== Segment start ==

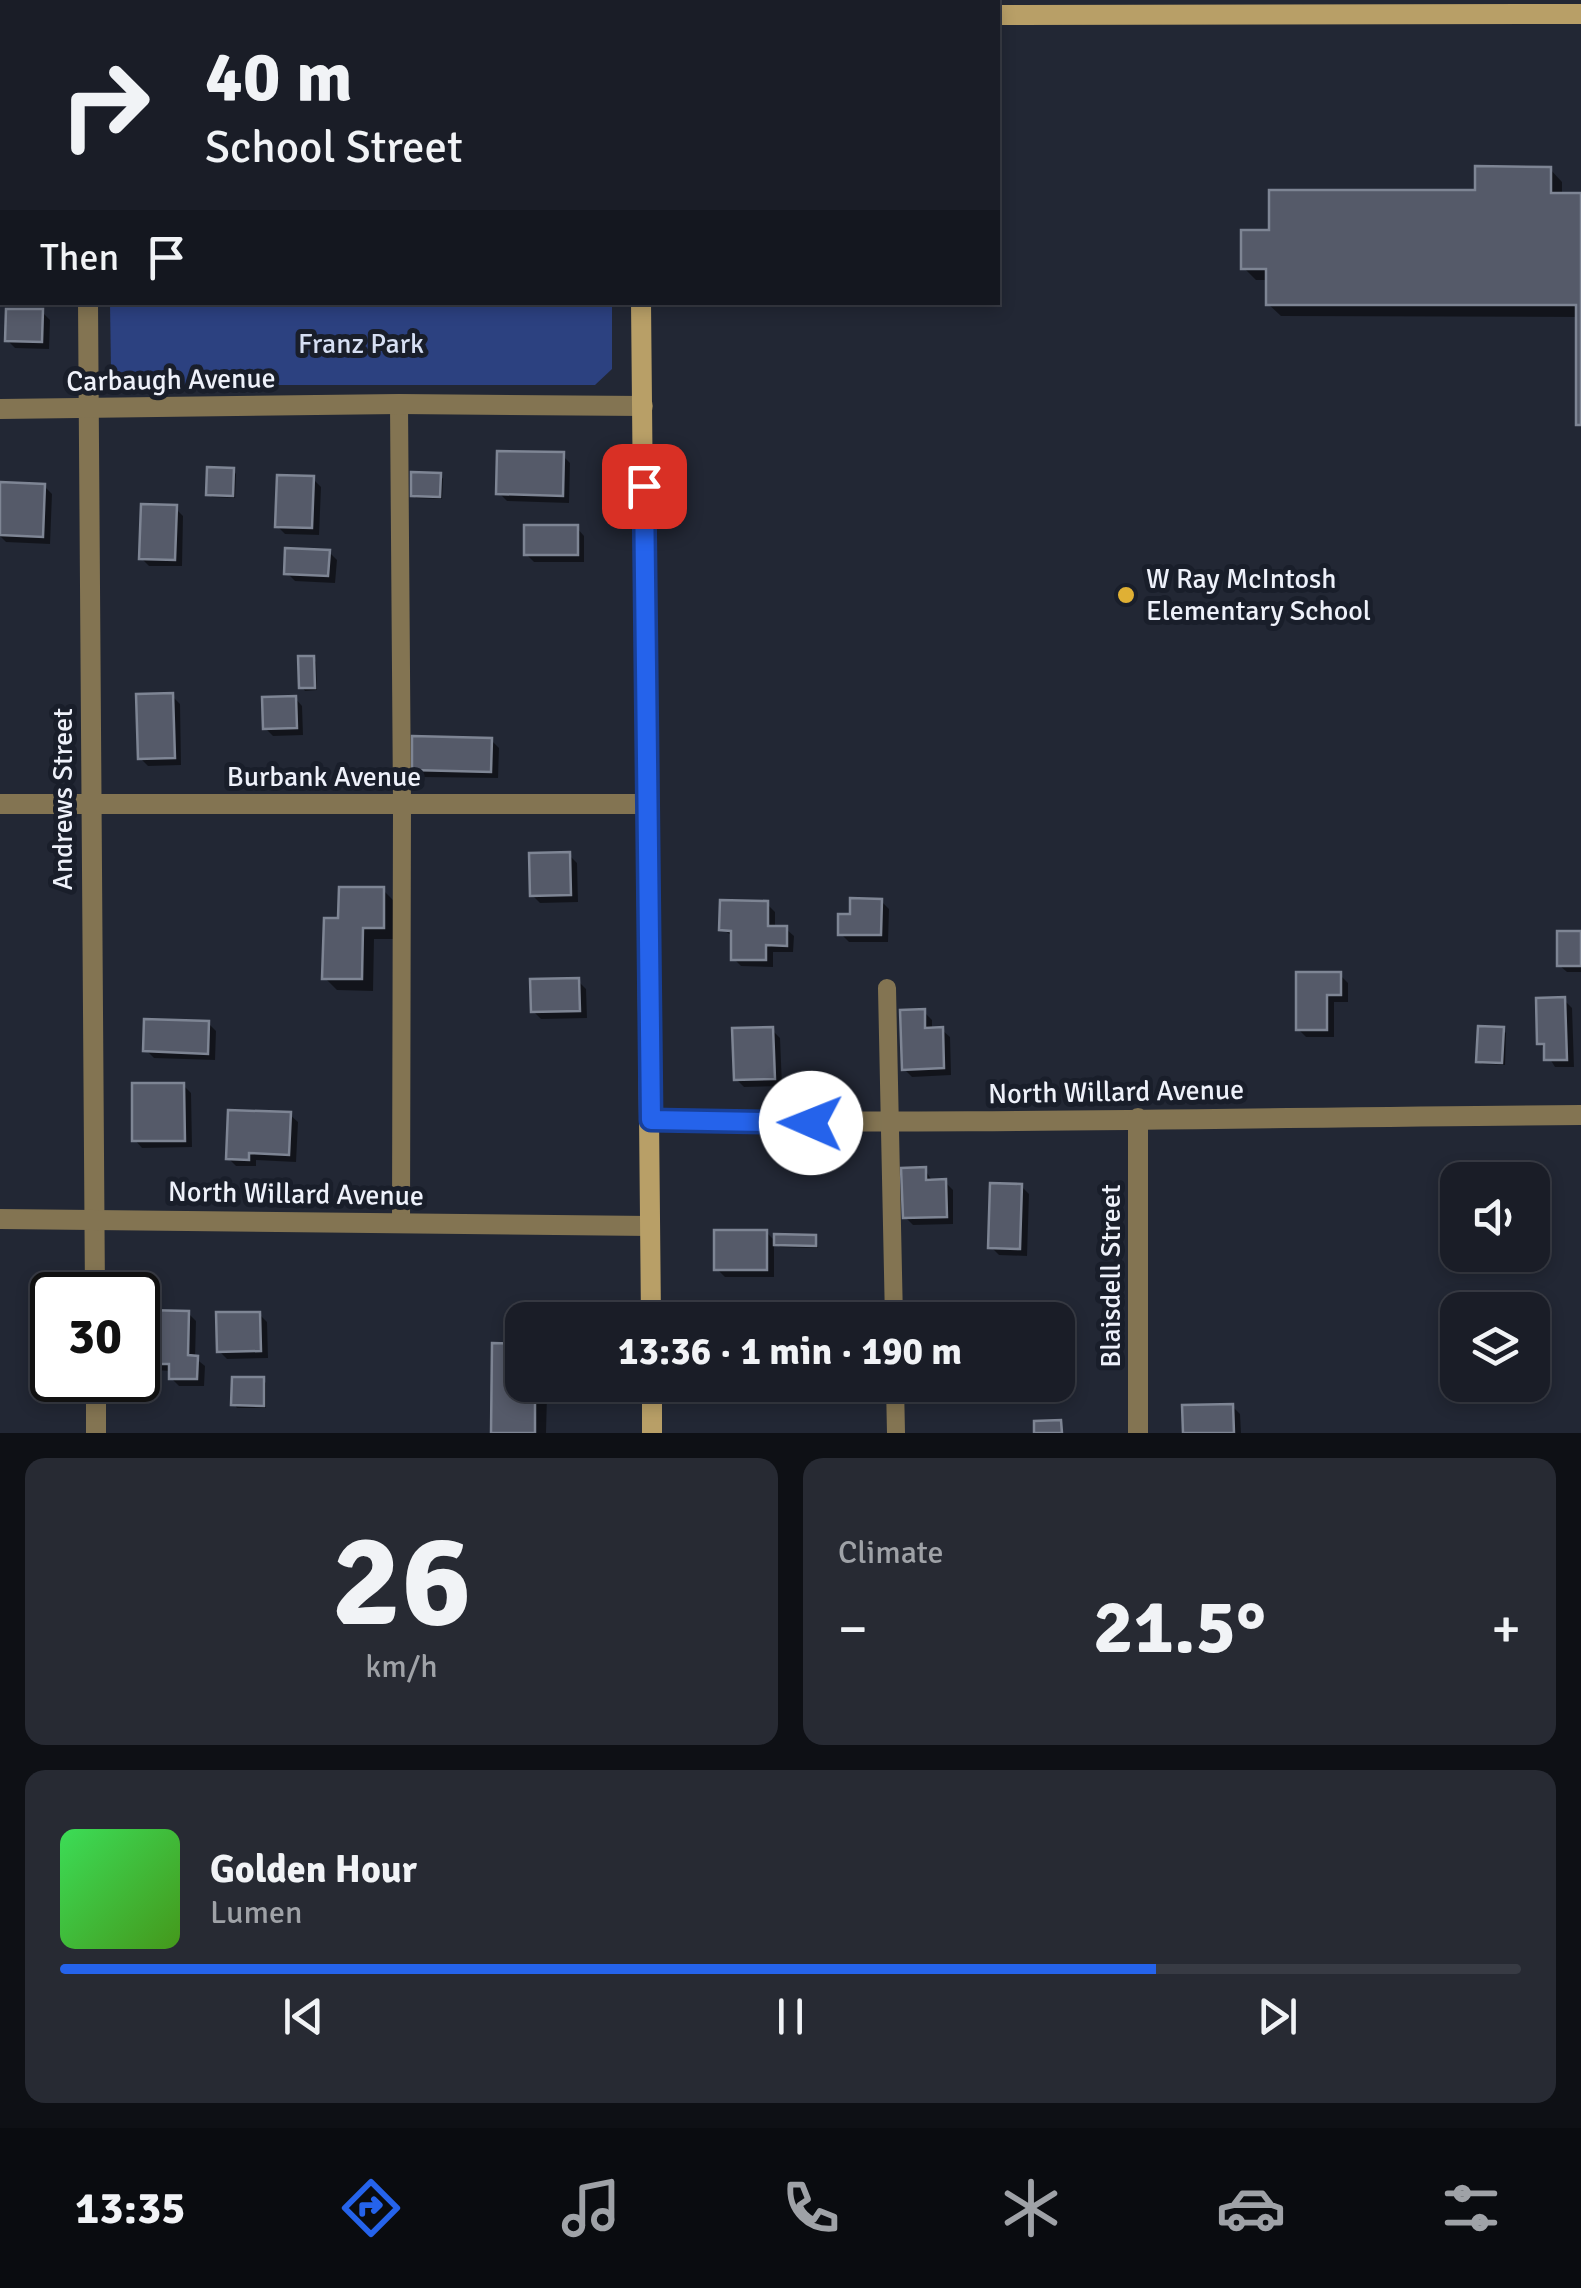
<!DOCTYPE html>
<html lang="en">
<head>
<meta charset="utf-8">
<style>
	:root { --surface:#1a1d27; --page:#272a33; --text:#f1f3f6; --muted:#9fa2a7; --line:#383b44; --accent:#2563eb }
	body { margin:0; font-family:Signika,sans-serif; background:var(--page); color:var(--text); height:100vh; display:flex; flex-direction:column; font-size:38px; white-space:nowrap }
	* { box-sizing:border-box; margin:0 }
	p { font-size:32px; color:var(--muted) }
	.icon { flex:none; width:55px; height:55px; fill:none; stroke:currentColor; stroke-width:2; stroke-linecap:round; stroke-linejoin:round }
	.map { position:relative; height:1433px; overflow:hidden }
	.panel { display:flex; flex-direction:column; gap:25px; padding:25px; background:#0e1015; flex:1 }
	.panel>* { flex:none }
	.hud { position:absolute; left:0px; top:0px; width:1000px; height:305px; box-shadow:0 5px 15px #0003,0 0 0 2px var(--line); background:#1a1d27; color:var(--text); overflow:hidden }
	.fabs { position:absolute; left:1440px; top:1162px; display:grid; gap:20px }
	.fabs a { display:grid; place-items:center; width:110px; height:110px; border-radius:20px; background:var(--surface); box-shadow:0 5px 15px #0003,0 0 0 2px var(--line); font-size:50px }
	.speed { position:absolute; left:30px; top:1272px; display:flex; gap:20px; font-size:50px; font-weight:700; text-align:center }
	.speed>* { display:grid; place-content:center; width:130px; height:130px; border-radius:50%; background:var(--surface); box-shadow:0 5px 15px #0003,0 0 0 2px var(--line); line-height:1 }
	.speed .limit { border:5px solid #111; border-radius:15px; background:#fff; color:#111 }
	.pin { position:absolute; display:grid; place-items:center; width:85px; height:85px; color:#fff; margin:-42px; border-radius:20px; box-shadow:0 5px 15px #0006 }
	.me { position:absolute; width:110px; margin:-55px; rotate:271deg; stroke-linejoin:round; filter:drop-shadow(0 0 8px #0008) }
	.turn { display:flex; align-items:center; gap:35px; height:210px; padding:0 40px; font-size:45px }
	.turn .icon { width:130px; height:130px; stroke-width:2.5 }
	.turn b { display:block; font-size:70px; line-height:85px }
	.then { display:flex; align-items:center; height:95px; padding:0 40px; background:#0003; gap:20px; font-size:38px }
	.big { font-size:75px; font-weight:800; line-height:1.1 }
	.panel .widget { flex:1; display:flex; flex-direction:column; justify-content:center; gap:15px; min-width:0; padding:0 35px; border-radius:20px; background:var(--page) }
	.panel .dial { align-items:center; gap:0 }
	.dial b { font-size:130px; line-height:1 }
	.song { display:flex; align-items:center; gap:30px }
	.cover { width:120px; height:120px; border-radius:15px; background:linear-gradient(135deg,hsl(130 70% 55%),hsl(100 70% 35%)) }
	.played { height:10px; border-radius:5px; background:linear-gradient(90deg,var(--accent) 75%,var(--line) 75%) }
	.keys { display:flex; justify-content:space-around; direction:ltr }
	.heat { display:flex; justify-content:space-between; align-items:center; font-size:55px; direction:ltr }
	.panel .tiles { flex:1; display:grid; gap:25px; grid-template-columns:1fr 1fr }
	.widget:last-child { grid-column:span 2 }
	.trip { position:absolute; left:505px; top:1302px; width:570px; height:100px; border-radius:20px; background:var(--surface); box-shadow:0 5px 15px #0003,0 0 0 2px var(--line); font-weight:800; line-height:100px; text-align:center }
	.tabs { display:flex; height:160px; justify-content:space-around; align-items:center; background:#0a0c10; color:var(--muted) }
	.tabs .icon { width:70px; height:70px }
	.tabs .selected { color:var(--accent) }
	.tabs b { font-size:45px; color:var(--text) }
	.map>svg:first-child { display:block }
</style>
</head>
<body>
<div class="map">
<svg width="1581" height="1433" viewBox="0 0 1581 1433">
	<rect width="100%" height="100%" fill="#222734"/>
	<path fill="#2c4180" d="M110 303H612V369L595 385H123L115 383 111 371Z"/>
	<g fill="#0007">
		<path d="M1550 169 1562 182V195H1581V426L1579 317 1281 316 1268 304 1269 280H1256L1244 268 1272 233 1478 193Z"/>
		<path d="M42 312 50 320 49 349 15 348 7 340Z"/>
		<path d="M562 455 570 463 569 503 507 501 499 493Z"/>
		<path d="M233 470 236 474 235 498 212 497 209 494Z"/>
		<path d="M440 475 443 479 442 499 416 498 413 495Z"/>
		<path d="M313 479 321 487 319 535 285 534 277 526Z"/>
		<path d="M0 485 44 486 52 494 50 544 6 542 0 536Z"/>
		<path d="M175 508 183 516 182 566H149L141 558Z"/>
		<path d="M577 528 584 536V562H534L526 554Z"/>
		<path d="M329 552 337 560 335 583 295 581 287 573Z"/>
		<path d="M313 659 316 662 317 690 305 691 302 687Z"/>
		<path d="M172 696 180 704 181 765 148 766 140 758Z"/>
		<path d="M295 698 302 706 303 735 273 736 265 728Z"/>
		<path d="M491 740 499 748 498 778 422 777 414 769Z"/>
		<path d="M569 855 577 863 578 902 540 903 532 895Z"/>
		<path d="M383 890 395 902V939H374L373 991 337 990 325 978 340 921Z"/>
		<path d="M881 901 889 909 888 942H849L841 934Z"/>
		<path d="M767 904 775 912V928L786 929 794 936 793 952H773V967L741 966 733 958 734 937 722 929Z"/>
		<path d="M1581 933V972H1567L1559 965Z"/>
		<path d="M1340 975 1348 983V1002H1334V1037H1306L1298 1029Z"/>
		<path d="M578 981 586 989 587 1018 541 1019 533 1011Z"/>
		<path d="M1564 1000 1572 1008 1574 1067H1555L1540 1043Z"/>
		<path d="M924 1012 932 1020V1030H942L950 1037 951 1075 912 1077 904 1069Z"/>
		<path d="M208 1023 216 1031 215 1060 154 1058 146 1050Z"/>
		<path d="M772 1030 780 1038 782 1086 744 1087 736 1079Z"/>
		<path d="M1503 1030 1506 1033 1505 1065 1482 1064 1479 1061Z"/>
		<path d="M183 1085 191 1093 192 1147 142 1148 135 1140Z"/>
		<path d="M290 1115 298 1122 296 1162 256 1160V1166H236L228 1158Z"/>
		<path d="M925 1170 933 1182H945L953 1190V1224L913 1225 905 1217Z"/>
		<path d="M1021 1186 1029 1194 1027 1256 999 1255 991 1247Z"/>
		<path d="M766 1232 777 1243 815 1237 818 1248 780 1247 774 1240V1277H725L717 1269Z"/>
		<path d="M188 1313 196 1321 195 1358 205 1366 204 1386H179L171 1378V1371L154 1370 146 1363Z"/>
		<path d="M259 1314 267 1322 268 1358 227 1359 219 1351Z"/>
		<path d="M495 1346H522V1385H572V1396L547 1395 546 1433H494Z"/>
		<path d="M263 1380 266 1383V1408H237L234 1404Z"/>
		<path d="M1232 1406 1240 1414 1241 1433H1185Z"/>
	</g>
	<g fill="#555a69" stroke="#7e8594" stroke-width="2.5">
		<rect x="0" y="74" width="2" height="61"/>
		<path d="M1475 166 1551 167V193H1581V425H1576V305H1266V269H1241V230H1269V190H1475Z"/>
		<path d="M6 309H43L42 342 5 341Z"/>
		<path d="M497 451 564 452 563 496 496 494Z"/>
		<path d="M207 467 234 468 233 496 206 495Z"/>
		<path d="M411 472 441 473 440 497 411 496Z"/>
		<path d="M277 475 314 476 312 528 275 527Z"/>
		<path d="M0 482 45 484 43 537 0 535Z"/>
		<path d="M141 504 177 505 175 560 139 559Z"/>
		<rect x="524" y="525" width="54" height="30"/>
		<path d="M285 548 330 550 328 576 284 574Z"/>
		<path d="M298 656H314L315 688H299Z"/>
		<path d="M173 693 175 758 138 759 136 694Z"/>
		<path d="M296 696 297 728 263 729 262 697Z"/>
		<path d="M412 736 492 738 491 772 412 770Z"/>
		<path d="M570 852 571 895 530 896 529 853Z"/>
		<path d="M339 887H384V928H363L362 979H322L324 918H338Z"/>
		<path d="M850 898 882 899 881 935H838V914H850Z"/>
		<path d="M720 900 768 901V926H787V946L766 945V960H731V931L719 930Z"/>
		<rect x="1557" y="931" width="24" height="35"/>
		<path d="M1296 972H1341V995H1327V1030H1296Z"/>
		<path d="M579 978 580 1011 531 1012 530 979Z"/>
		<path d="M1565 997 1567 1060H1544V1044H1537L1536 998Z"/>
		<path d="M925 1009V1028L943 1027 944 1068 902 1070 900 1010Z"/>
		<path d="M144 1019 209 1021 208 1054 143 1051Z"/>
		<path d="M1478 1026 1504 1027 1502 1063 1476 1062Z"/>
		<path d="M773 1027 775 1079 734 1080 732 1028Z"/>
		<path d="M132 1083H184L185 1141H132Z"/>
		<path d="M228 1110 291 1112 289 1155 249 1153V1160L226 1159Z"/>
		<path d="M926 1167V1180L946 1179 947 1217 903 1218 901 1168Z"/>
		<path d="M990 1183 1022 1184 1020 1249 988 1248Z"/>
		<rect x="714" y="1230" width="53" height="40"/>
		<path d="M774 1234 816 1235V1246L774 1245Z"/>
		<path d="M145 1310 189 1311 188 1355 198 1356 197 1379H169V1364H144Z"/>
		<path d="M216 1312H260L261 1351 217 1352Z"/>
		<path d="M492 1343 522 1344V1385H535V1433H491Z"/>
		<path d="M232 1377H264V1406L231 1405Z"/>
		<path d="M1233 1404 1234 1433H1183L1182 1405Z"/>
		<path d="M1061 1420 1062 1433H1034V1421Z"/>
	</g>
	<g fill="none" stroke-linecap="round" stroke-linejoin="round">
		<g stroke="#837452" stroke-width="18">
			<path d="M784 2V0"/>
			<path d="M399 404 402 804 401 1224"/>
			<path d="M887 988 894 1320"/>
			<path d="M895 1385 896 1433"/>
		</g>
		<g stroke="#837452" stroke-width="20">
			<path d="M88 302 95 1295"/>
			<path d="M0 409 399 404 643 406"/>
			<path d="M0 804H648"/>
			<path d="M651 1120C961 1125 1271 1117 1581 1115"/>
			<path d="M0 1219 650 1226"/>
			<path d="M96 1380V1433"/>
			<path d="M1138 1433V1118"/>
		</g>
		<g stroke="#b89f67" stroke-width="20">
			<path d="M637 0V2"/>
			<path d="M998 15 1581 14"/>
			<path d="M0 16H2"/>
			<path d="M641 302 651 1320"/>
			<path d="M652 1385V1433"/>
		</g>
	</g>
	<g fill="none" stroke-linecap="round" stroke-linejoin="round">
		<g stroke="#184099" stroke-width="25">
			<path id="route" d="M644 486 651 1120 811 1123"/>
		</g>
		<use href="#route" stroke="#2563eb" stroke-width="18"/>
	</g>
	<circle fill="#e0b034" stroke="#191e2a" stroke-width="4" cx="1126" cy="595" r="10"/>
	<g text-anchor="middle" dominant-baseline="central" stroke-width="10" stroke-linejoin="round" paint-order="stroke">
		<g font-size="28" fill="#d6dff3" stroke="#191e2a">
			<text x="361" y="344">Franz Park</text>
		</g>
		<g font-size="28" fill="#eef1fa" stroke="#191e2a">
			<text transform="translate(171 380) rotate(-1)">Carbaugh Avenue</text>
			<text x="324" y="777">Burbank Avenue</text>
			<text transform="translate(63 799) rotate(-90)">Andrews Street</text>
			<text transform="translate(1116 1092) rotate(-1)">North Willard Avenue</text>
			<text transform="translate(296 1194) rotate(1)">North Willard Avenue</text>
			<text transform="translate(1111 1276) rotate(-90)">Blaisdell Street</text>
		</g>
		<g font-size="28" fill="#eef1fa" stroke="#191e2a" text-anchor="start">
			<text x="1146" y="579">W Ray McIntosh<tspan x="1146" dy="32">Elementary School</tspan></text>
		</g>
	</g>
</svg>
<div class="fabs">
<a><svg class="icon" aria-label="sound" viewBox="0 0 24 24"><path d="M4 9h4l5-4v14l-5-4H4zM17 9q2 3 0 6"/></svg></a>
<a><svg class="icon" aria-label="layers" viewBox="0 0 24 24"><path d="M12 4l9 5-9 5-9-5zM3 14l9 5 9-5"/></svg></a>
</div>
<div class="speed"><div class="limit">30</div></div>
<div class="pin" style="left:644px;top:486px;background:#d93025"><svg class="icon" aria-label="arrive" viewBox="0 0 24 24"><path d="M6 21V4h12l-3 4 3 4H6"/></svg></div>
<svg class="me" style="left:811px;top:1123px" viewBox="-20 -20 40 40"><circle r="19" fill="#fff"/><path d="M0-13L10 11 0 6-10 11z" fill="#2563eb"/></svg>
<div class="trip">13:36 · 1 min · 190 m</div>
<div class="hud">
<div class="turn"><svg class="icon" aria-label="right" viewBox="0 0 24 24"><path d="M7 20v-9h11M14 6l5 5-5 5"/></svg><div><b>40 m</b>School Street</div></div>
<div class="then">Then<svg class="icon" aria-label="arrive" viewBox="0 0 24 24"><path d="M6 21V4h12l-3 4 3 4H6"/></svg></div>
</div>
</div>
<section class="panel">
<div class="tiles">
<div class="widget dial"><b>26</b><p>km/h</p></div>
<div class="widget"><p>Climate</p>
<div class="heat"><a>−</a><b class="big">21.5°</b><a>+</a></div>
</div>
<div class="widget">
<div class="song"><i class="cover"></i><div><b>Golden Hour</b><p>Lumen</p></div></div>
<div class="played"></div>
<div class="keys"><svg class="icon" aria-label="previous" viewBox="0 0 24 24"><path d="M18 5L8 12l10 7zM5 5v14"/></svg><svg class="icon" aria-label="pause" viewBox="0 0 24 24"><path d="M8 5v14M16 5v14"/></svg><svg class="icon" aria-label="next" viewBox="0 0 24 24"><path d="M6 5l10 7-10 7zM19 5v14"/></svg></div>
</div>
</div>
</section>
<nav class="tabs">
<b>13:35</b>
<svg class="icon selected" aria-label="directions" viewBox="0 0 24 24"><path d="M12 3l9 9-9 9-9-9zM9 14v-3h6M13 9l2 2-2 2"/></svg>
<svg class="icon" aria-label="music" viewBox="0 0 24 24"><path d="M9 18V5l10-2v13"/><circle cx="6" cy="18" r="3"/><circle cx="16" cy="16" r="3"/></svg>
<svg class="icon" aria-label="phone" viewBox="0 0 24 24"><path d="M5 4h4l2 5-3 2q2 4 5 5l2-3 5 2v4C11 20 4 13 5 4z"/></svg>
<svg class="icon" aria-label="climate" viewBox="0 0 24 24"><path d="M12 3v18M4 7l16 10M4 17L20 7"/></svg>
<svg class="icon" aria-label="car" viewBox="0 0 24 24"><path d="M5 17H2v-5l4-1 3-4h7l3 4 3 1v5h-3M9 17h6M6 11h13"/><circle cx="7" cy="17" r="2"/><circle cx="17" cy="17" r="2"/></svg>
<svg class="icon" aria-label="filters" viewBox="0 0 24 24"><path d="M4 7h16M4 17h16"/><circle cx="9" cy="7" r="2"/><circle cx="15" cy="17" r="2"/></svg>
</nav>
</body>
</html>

== Segment end ==

Your assignment →
Please copy each line of the material that contains the word "fabs".

Answer space →
	.fabs { position:absolute; left:1440px; top:1162px; display:grid; gap:20px }
	.fabs a { display:grid; place-items:center; width:110px; height:110px; border-radius:20px; background:var(--surface); box-shadow:0 5px 15px #0003,0 0 0 2px var(--line); font-size:50px }
<div class="fabs">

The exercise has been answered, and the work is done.